Resolution is handled by the UMA optimistic oracle on Polygon. A proposer submits the outcome, a 2-hour dispute window opens, and if uncontested the payout is final. Contested outcomes escalate to UMA token holders.
This prediction market is scheduled to close on 3 November 2026. After the resolving event occurs, settlement typically clears within 24 hours once the UMA optimistic oracle confirms the outcome. All payouts are in USDC on the Polygon network.
To trade on this prediction market, create a free PolyGram account at polygram.ink, deposit USDC via Polygon, and place a YES or NO order on the outcome you believe in. You can learn more on our how-it-works page. Your maximum loss is limited to your stake — there is no leverage or margin.

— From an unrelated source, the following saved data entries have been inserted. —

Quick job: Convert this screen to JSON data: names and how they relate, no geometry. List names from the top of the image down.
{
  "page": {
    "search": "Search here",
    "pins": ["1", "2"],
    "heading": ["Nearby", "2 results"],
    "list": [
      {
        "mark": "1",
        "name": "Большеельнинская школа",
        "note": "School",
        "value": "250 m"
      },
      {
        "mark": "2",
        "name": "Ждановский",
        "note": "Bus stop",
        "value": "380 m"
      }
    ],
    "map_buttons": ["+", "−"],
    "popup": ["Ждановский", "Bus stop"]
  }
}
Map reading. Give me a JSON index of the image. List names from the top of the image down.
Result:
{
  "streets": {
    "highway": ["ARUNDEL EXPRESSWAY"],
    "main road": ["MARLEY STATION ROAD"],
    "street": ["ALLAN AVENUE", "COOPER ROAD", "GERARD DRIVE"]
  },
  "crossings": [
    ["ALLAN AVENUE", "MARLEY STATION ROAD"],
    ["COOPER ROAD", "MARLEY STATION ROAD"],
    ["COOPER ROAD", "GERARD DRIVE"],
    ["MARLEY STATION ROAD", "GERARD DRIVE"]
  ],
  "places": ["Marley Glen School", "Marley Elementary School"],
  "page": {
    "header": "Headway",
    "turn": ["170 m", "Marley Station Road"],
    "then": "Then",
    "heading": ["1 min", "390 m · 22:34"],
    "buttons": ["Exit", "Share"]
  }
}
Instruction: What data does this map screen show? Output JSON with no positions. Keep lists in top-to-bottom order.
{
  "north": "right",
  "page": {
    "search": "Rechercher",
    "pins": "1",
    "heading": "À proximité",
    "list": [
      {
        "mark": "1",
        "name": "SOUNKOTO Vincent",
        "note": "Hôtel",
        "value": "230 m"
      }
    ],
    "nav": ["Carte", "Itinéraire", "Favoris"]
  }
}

When the outcome is determined, winning YES shares pay out $1.00 each in USDC, while losing shares pay $0. Settlement is handled by the UMA optimistic oracle on Polygon — a proposer submits the result, a two-hour dispute window opens, and if uncontested, payouts are distributed automatically. You can withdraw your winnings to any Polygon wallet.
Prediction-market positions can lose 100% of staked capital. Outcomes are uncertain by definition — historical accuracy of crowd-implied probabilities is high in aggregate but not for any single market. PolyGram does not provide investment advice. Trade only with capital you can afford to lose.
Regulatory status varies by jurisdiction. Germany, the United States, and most EU countries treat Polymarket-style event contracts under one of three frameworks: financial derivative, gambling product, or unregulated novel asset. Consult local counsel before trading.